Gelin bu konuya daha değişik bir perspektiften bakalım. Bilirsiniz insan en çok gözüyle gördüğüne inanır. Duyu organlarımız arasında en ayrıcalıklı yeri gözlerimiz kapmıştır. Deyimlerde bile
kendini gösterir bu yer: "Gözlerime mi inanacağım, sana mı!",
Peki şimdi o çok güvendiğiniz gözlerinizle sağdaki resme dikkatle bakmanızı istiyorum. Ne görüyorsunuz bu resimde?
Evet........cevabınızı verdiniz mi? Hala bir şey göremiyor musunuz yoksa? Peki ikinci bir şey daha görmenizi istesem... Aslında bu resme kim bakarsa baksın ilk etapta ya sağına doğru arkasına dönmüş genç bir kız ya da profilden iri burunlu yaşlı bir kadın görecektir. Siz ikisini de görmüş olabilirsiniz, ancak zihniniz ilk olarak birini, sonra ikincisini fark etmiştir.
Ya da hala diğerini görmek için çabalıyorsunuz. Sorum sadece birini görenlere.....Bu resimde yaşlı bir kadın mı var, genç bir kadın mı? Aslında ikisi de. Ama cevabınız nereye baktığınıza göre değişir.

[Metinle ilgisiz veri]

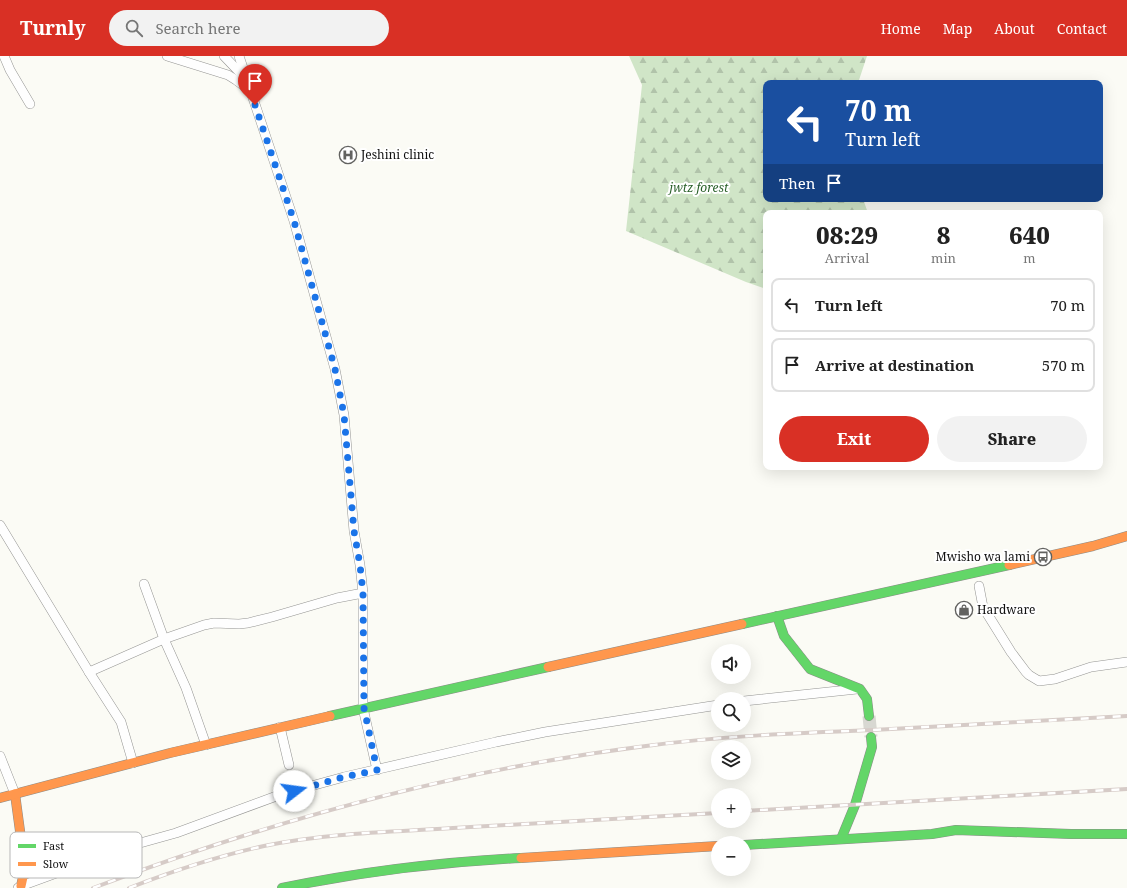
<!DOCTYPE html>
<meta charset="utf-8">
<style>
:root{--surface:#fff;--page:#f2f2f2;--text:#222;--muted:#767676;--line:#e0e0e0;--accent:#d93025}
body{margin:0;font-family:"Noto Serif",serif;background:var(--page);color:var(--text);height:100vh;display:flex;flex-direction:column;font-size:15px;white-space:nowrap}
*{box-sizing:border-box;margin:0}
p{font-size:13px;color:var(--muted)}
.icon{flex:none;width:22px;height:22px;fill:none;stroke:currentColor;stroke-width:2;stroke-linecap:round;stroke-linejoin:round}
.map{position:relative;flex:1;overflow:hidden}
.details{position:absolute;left:763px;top:154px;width:340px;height:260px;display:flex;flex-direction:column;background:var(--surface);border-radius:8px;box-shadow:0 4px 16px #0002}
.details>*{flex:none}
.hud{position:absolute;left:763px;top:24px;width:340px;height:122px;border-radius:8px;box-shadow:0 4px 16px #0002;background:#1a4fa0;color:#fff;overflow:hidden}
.tools{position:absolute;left:711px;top:588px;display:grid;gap:8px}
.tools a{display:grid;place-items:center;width:40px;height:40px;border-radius:50%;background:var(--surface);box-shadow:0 4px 16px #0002;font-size:20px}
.pin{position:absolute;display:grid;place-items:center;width:34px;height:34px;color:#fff;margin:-41px -17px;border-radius:50% 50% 50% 0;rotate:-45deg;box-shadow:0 0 4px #0007}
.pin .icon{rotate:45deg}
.me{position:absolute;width:44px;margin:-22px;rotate:75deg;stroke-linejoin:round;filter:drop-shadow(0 0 3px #0008)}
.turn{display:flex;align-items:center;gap:14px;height:84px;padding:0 16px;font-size:18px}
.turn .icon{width:52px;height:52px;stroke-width:2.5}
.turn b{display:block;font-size:28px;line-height:34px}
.then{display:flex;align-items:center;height:38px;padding:0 16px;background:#0003;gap:8px;font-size:15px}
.eta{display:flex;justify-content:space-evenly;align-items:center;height:68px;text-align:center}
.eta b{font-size:24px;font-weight:800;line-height:28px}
.action{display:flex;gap:8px;margin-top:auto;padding:8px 16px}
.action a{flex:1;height:46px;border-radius:24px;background:var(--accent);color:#fff;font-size:16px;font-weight:800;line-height:46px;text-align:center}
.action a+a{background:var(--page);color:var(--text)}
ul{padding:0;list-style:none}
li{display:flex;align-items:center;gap:12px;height:54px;margin:0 8px 6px;padding:0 8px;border:2px solid var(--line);border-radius:8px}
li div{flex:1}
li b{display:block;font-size:15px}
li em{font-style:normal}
header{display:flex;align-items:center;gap:24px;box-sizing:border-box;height:56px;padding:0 20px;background:var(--accent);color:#fff}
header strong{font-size:19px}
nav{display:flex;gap:22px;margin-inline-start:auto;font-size:14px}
.search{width:280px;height:36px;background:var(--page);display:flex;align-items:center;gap:10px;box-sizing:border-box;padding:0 14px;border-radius:22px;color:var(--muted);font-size:15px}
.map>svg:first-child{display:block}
.forest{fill:url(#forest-firs)}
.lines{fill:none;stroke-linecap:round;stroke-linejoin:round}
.secondary-tunnel{stroke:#d8d8d2;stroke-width:13;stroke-dasharray:13 6;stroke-linecap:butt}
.street-casing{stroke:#959593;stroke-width:10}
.fast-casing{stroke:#8c8c89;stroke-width:10}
.slow-casing{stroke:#8c8c89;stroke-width:10}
.street{stroke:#fefefe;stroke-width:9}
.fast{stroke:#63d668;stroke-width:9}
.slow{stroke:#ff974d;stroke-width:9}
.rail-casing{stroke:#d6cbc7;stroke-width:4}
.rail{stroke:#fff;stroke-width:2.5;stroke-dasharray:8;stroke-linecap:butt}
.route{stroke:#1a73e8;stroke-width:7;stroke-dasharray:0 12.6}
.labels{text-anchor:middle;stroke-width:4;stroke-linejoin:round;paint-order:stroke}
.poi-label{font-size:12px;fill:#0f0f0f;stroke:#fff;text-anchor:start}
.park-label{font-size:12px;font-style:italic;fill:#285f28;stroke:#fff}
.key{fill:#fff;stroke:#b7b7b7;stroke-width:1}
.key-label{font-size:11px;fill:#0f0f0f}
</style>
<header>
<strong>Turnly</strong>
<div class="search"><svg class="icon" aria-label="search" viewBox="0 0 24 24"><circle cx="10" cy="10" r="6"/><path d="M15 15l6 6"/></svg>Search here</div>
<nav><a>Home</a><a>Map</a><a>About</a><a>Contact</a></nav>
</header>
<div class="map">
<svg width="1127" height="832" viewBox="0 0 1127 832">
<defs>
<pattern id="forest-firs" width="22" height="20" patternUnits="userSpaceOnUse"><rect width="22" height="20" fill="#d0e5c7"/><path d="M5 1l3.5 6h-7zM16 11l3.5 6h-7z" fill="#b1c3aa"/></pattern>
</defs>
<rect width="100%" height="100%" fill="#fbfbf5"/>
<path class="forest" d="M629 0H867L858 27H766V143H863L868 157H766V233L746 226 626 175 642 29Z"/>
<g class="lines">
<path class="secondary-tunnel" d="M869 660 871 681"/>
<defs>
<g id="street">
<path d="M4 0 10 14 30 48"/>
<path d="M167 0 228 19 236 24 251 35"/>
<path d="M224 0 245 22"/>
<path d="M239 0 294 165 335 313 344 359 354 475 360 509 363 537V652L377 714"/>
<path d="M0 469 89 616 121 666 133 707"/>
<path d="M144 528 164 583 186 632 206 689"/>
<path d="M979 530 983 551 1011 596 1026 616 1029 619 1039 625 1055 623 1091 611 1127 606"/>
<path d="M89 616 164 583 204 569 214 567 239 568 248 567 272 561 337 542 363 537"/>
<path d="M744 645 857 633"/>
<path d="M280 671 289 709"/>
<path d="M0 700 15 738"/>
<path d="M18 832 21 830 133 789 176 777 282 738 344 721 496 686 545 676 718 649"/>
</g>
<g id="fast">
<path d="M777 560 784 580 810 613 860 633 867 643 869 660"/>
<path d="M742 568 1009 509"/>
<path d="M330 660 548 611"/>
<path d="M841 783 855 749 872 691 871 681"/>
<path d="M744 789 932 778 956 774 1071 778H1127"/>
<path d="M282 832C360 816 441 806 521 802"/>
</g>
<g id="slow">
<path d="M1009 509 1093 490 1127 480"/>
<path d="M548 611 742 568"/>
<path d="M15 738 25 812 21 830"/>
<path d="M0 742 170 697 330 660"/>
<path d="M521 802 718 790"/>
</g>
</defs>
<use href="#street" class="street-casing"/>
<use href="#fast" class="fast-casing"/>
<use href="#slow" class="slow-casing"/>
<use href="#street" class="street"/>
<use href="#fast" class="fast"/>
<use href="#slow" class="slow"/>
<defs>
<g id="rail">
<path d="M744 755 1127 733"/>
<path d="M93 832C273 764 455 714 646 690 721 680 797 677 873 674 958 669 1042 665 1127 660"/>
<path d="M129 832C173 815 218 800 264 790 326 777 390 776 453 772 541 767 630 762 718 757"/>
</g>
</defs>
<use href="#rail" class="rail-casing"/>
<use href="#rail" class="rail"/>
</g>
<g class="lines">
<path class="route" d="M255 49 294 165 335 313 344 359 354 475 360 509 363 537 364 652 377 714 344 721 294 735"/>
</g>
<defs>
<symbol id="hospital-ring" viewBox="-11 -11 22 22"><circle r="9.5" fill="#fff" stroke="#626260" stroke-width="1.5"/><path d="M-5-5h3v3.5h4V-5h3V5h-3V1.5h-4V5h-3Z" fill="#626260"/></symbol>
<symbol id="bus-ring" viewBox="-11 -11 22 22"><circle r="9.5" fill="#fff" stroke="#626260" stroke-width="1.5"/><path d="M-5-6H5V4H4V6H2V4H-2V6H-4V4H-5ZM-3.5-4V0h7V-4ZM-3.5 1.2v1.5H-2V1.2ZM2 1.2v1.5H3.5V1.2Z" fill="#626260"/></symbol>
<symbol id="shop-ring" viewBox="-11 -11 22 22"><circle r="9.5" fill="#fff" stroke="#626260" stroke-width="1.5"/><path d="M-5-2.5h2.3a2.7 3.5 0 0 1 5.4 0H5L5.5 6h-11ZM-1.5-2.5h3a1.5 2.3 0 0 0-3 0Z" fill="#626260"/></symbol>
</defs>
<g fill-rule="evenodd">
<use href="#hospital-ring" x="338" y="89" width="20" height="20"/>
<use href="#bus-ring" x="1033" y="491" width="20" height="20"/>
<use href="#shop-ring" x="954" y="544" width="20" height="20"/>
</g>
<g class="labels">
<g class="poi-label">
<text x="361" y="103">Jeshini clinic</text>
<text x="1030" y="505" text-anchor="end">Mwisho wa lami</text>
<text x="977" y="558">Hardware</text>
</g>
<g class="park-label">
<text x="699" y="136">jwtz forest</text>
</g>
</g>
<rect x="10" y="776" width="132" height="46" rx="6" class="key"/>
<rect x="18" y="788" width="18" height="4" fill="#63d668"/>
<rect x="18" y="806" width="18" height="4" fill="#ff974d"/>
<g class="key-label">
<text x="43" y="794">Fast</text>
<text x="43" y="812">Slow</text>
</g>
</svg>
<div class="tools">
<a><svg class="icon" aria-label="sound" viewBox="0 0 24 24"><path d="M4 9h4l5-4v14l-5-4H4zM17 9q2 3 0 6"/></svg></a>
<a><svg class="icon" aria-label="search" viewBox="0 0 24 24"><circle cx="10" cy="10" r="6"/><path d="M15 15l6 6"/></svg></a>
<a><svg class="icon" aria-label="layers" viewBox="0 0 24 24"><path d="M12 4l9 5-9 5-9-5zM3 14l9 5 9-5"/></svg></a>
<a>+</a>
<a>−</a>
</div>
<div class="pin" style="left:255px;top:49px;background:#d93025"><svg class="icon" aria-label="arrive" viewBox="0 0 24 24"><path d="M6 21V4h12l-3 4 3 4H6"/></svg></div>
<svg class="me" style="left:294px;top:735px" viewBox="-20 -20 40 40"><circle r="19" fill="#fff"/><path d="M0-13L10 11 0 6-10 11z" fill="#1a73e8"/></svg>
<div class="hud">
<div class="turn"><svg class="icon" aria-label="left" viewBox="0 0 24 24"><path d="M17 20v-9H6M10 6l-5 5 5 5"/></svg><div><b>70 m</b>Turn left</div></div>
<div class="then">Then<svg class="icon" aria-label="arrive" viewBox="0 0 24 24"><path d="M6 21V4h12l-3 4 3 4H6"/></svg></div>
</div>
<section class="details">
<div class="eta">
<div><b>08:29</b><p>Arrival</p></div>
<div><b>8</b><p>min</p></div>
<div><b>640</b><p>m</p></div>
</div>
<ul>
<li><svg class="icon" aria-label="left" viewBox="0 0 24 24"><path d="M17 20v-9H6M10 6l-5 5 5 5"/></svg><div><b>Turn left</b></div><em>70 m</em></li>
<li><svg class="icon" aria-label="arrive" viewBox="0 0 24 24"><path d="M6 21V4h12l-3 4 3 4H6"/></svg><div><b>Arrive at destination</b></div><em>570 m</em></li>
</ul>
<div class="action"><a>Exit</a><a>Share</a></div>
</section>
</div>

İşte ilişkide de yaşadığınız şey budur. Aynı resme (olaya) bakarsınız ama bambaşka şeyler görürsünüz. Apayrı şeyler tarif etseniz de söyledikleriniz aynı resmin farklı parçalarıdır aslında. Yalan söyleyen ne siz ne de karşınızdakidir. Sadece bakış açınız farklıdır ve bakış açınız ne gördüğünüzü dolayısıyla ne yaşadığınızı belirler. Bu yüzden aynı olayı yaşayan kişiler bambaşka şeyler hissedebilir.

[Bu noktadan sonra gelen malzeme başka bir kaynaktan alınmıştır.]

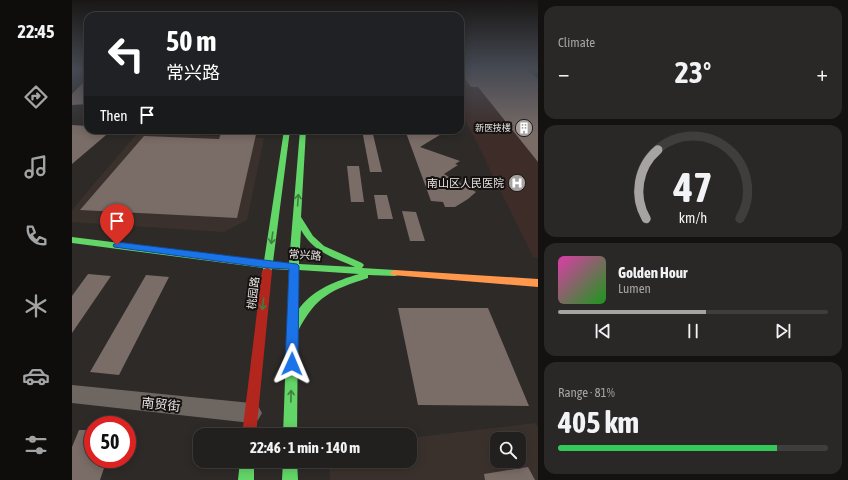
<!DOCTYPE html>
<html lang="en">
<head>
<meta charset="utf-8">
<style>
  :root { --surface:#22201e; --page:#2a2827; --text:#f1f3f6; --muted:#a2a3a4; --line:#3f3e3c; --accent:#a7a3a2 }
  body { margin:0; font-family:"Asap Condensed","Noto Sans SC",sans-serif; background:var(--page); color:var(--text); height:100vh; display:flex; flex-direction:column; font-size:15px; white-space:nowrap }
  * { box-sizing:border-box; margin:0 }
  p { font-size:13px; color:var(--muted) }
  .icon { flex:none; width:22px; height:22px; fill:none; stroke:currentColor; stroke-width:2; stroke-linecap:round; stroke-linejoin:round }
  .map { position:relative; flex:1; overflow:hidden }
  .details { display:flex; flex-direction:column; gap:6px; padding:6px; background:#131210; width:310px }
  .details>* { flex:none }
  .guide { position:absolute; left:12px; top:12px; width:380px; height:122px; border-radius:12px; box-shadow:0 2px 10px #0003,0 0 0 1px var(--line); background:#202124; color:#fff; overflow:hidden }
  .tools { position:absolute; left:418px; top:432px; display:grid; gap:8px }
  .tools a { display:grid; place-items:center; width:36px; height:36px; border-radius:8px; background:var(--surface); box-shadow:0 2px 10px #0003,0 0 0 1px var(--line); font-size:20px }
  .speed { position:absolute; left:12px; top:416px; display:flex; gap:8px; font-size:20px; font-weight:700; text-align:center }
  .speed>* { display:grid; place-content:center; width:52px; height:52px; border-radius:50%; background:var(--surface); box-shadow:0 2px 10px #0003,0 0 0 1px var(--line); line-height:1 }
  .speed .limit { border:6px solid #d22; background:#fff; color:#111 }
  .pin { position:absolute; display:grid; place-items:center; width:34px; height:34px; color:#fff; margin:-41px -17px; border-radius:50% 50% 50% 0; rotate:-45deg; box-shadow:0 0 4px #0007 }
  .pin .icon { rotate:45deg }
  .me { position:absolute; width:44px; margin:-22px; rotate:1deg; stroke-linejoin:round; filter:drop-shadow(0 0 3px #0008) }
  .turn { display:flex; align-items:center; gap:14px; height:84px; padding:0 16px; font-size:18px }
  .turn .icon { width:52px; height:52px; stroke-width:2.5 }
  .turn b { display:block; font-size:28px; line-height:34px }
  .then { display:flex; align-items:center; height:38px; padding:0 16px; background:#0003; gap:8px; font-size:15px }
  .big { font-size:30px; font-weight:700; line-height:1.1 }
  .details .tile { flex:1; display:flex; flex-direction:column; justify-content:center; gap:6px; min-width:0; padding:0 14px; border-radius:12px; background:var(--page) }
  .details .dial { align-items:center; gap:0 }
  .dial svg { height:104px; overflow:visible; fill:none; stroke:var(--line); stroke-width:7; stroke-linecap:round; text-anchor:middle }
  .dial text { fill:var(--text); stroke:none }
  .song { display:flex; align-items:center; gap:12px }
  .cover { width:48px; height:48px; border-radius:6px; background:linear-gradient(135deg,hsl(320 70% 55%),hsl(120 70% 35%)) }
  .played { height:4px; border-radius:2px; background:linear-gradient(90deg,var(--accent) 55%,var(--line) 55%) }
  .keys { display:flex; justify-content:space-around; direction:ltr }
  .heat { display:flex; justify-content:space-between; align-items:center; font-size:22px; direction:ltr }
  .charge { height:6px; border-radius:3px; background:linear-gradient(90deg,#34c759 81%,var(--line) 0) }
  .trip { position:absolute; left:121px; top:428px; width:224px; height:40px; border-radius:12px; background:var(--surface); box-shadow:0 2px 10px #0003,0 0 0 1px var(--line); font-weight:700; line-height:40px; text-align:center }
  main { display:flex; flex:1; min-height:0 }
  .dock { display:flex; flex-direction:column; width:72px; justify-content:space-around; align-items:center; background:#0e0d0c; color:var(--muted) }
  .dock .icon { width:28px; height:28px }
  .dock .active { color:var(--accent) }
  .dock b { font-size:18px; color:var(--text) }
  .map>svg:first-child { display:block }
</style>
</head>
<body>
<main>
<nav class="dock">
<b>22:45</b>
<svg class="icon active" aria-label="directions" viewBox="0 0 24 24"><path d="M12 3l9 9-9 9-9-9zM9 14v-3h6M13 9l2 2-2 2"/></svg>
<svg class="icon" aria-label="music" viewBox="0 0 24 24"><path d="M9 18V5l10-2v13"/><circle cx="6" cy="18" r="3"/><circle cx="16" cy="16" r="3"/></svg>
<svg class="icon" aria-label="phone" viewBox="0 0 24 24"><path d="M5 4h4l2 5-3 2q2 4 5 5l2-3 5 2v4C11 20 4 13 5 4z"/></svg>
<svg class="icon" aria-label="climate" viewBox="0 0 24 24"><path d="M12 3v18M4 7l16 10M4 17L20 7"/></svg>
<svg class="icon" aria-label="car" viewBox="0 0 24 24"><path d="M5 17H2v-5l4-1 3-4h7l3 4 3 1v5h-3M9 17h6M6 11h13"/><circle cx="7" cy="17" r="2"/><circle cx="17" cy="17" r="2"/></svg>
<svg class="icon" aria-label="filters" viewBox="0 0 24 24"><path d="M4 7h16M4 17h16"/><circle cx="9" cy="7" r="2"/><circle cx="15" cy="17" r="2"/></svg>
</nav>
<div class="map">
<svg width="466" height="480" viewBox="0 0 466 480">
  <rect width="100%" height="100%" fill="#2d2a28"/>
  <path fill="#3b312c" fill-rule="evenodd" d="M73,133L192,138L175,220L152,232L0,222V210L63,136Z
    M463,423L466,427V480H258L257,461H338V438ZM425,439H447V461H425Z"/>
  <path fill="#3d2c28" d="M388,69H466V258L461,257L388,109Z"/>
  <path fill="#7a6c67" d="M405,69L456,70L466,79V162L406,87H399L388,72Z
    M16,78V104L0,105V94Z
    M0,125L16,126V130H40L0,164Z
    M150,130H185L165,218L8,210L72,136L147,139Z
    M290,130H300L310,172H298Z
    M333,130H376L348,147L388,161L383,164L386,165L372,174L404,192L396,199L383,207H373L371,202L359,201Z
    M275,166H287L292,202H279Z
    M302,195H315L321,219H306Z
    M330,211L344,212L353,241H338Z
    M16,274L39,276L0,333V296Z
    M74,275L97,277L47,375L18,372Z
    M326,308H416L457,406L346,405Z
    M7,430H21V459H35L28,480H0V447Z
    M456,467L463,480H413L412,474Z"/>
  <g fill="none" stroke-linecap="round" stroke-linejoin="round">
    <path fill="#6e6761" fill-rule="evenodd" d="M0,69H6L0,74Z
      M0,385L179,403L186,406L190,413L186,420L179,423L0,403Z"/>
    <path fill="#63d668" fill-rule="evenodd" d="M212,130H218L201,262L217,263L228,130H234L229,217L241,236L252,246L290,263L292,265L290,268L323,270L326,271L328,273L326,275L323,276L296,275V278C259,290 244,296 226,331L225,435H211L217,270L200,269L198,273H192L191,268L0,243V237L192,261ZM229,230C242,253 261,257 283,267L227,264ZM227,270L287,274C264,281 241,289 226,310Z
      M168,461H182V480H166Z
      M211,461H225L226,480H210Z"/>
    <path fill="#ff974d" fill-rule="evenodd" d="M323,270L466,279V287L320,275L318,273L320,271Z"/>
    <path fill="#b3261e" fill-rule="evenodd" d="M195,268L198,269L200,271L184,435H170L190,271L192,269Z"/>
  </g>
  <defs><path id="oneway-shaft" d="M-6 0H5M1.5-3L5.5 0L1.5 3" fill="none" stroke-width="1.6" stroke-linecap="round" stroke-linejoin="round"/></defs>
  <g stroke="#407e41">
    <use href="#oneway-shaft" transform="translate(226 200) rotate(-86)"/>
    <use href="#oneway-shaft" transform="translate(200 238) rotate(98)"/>
    <use href="#oneway-shaft" transform="translate(191 304) rotate(97)"/>
    <use href="#oneway-shaft" transform="translate(219 396) rotate(-89)"/>
  </g>
  <linearGradient id="sky" x2="0" y2="1"><stop stop-color="#191716"/><stop offset="0.51" stop-color="#464a53"/><stop offset="1" stop-color="#464a53" stop-opacity="0"/></linearGradient>
  <rect width="466" height="136" fill="url(#sky)"/>
  <path fill="#1a73e8" stroke="#114b97" d="M45,242L225,264L227,266L226,364L224,367L220,369L215,367L213,364L217,269L196,268L42,247L41,245Z"/>
  <defs>
    <symbol id="building-disc" viewBox="-11 -11 22 22"><circle r="9.5" fill="#a7a3a2" stroke="#151211"/><path d="M-4-6H4V6H1V3H-1V6H-4ZM-2.5-4.3h1.7v1.8h-1.7ZM.8-4.3h1.7v1.8H.8ZM-2.5-1h1.7V.8h-1.7ZM.8-1h1.7V.8H.8Z" fill="#fff"/></symbol>
    <symbol id="hospital-disc" viewBox="-11 -11 22 22"><circle r="9.5" fill="#a7a3a2" stroke="#151211"/><path d="M-5-5h3v3.5h4V-5h3V5h-3V1.5h-4V5h-3Z" fill="#fff"/></symbol>
  </defs>
  <g fill-rule="evenodd">
    <use href="#building-disc" x="442" y="118" width="20" height="20"/>
    <use href="#hospital-disc" x="435" y="173" width="20" height="20"/>
  </g>
  <g text-anchor="middle" stroke-width="4" stroke-linejoin="round" paint-order="stroke">
    <g font-size="9" fill="#e9e4e3" stroke="#151211" text-anchor="end">
      <text x="439" y="131">新医技楼</text>
    </g>
    <g font-size="11" fill="#e9e4e3" stroke="#151211" text-anchor="end">
      <text x="432" y="187">南山区人民医院</text>
    </g>
    <g font-size="11" fill="#e9e4e3" stroke="#151211">
      <text transform="translate(233 255) rotate(4)" y="4">常兴路</text>
      <text transform="translate(181 293) rotate(-83)" y="4">桃园路</text>
    </g>
    <g font-size="13" fill="#e9e4e3" stroke="#151211">
      <text transform="translate(89 404) rotate(6)" y="5">南贸街</text>
    </g>
  </g>
</svg>
<div class="tools">
<a><svg class="icon" aria-label="search" viewBox="0 0 24 24"><circle cx="10" cy="10" r="6"/><path d="M15 15l6 6"/></svg></a>
</div>
<div class="speed"><div class="limit">50</div></div>
<div class="pin" style="left:45px;top:245px;background:#d93025"><svg class="icon" aria-label="arrive" viewBox="0 0 24 24"><path d="M6 21V4h12l-3 4 3 4H6"/></svg></div>
<svg class="me" style="left:220px;top:364px" viewBox="-20 -20 40 40"><path d="M0-17L14 15 0 8-14 15z" fill="#1a73e8" stroke="#fff" stroke-width="4"/></svg>
<div class="trip">22:46 · 1 min · 140 m</div>
<div class="guide">
<div class="turn"><svg class="icon" aria-label="left" viewBox="0 0 24 24"><path d="M17 20v-9H6M10 6l-5 5 5 5"/></svg><div><b>50 m</b>常兴路</div></div>
<div class="then">Then<svg class="icon" aria-label="arrive" viewBox="0 0 24 24"><path d="M6 21V4h12l-3 4 3 4H6"/></svg></div>
</div>
</div>
<section class="details">
<div class="tile"><p>Climate</p>
<div class="heat"><a>−</a><b class="big">23°</b><a>+</a></div>
</div>
<div class="tile dial"><svg viewBox="0 0 100 80">
<path d="M14 69A42 42 0 1 1 86 69"/>
<path d="M14 69A42 42 0 0 1 23 16" stroke="#a7a3a2"/>
<text x="50" y="56" font-size="32" font-weight="700">47</text>
<text x="50" y="72" font-size="11">km/h</text>
</svg></div>
<div class="tile">
<div class="song"><i class="cover"></i><div><b>Golden Hour</b><p>Lumen</p></div></div>
<div class="played"></div>
<div class="keys"><svg class="icon" aria-label="previous" viewBox="0 0 24 24"><path d="M18 5L8 12l10 7zM5 5v14"/></svg><svg class="icon" aria-label="pause" viewBox="0 0 24 24"><path d="M8 5v14M16 5v14"/></svg><svg class="icon" aria-label="next" viewBox="0 0 24 24"><path d="M6 5l10 7-10 7zM19 5v14"/></svg></div>
</div>
<div class="tile"><p>Range · 81%</p><b class="big">405 km</b><div class="charge"></div></div>
</section>
</main>
</body>
</html>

Çıplak gözle baktığımız şeylerde bile (yukarıdaki resim gibi) durum böyleyse, işin içine beklentilerimiz, inançlarımız, değerlerimiz, kurallarımızın girdiği meseleleri varın siz düşünün. Tabii ki farklı sonuçlar çıkaracağız, bu son derece sıradan insani bir durum. Aslında "görmeseydim inanmazdım" deyişini "inanmasaydım görmezdim" e çevirmek daha doğru olacaktır. Çünkü olayları “oldukları gibi” değil “olduğumuz” gibi görürüz. Lütfen bir de bu kabulle eşinizle, ailenizle, arkadaşlarınızla ya da çalışanlarınızla iletişime geçin.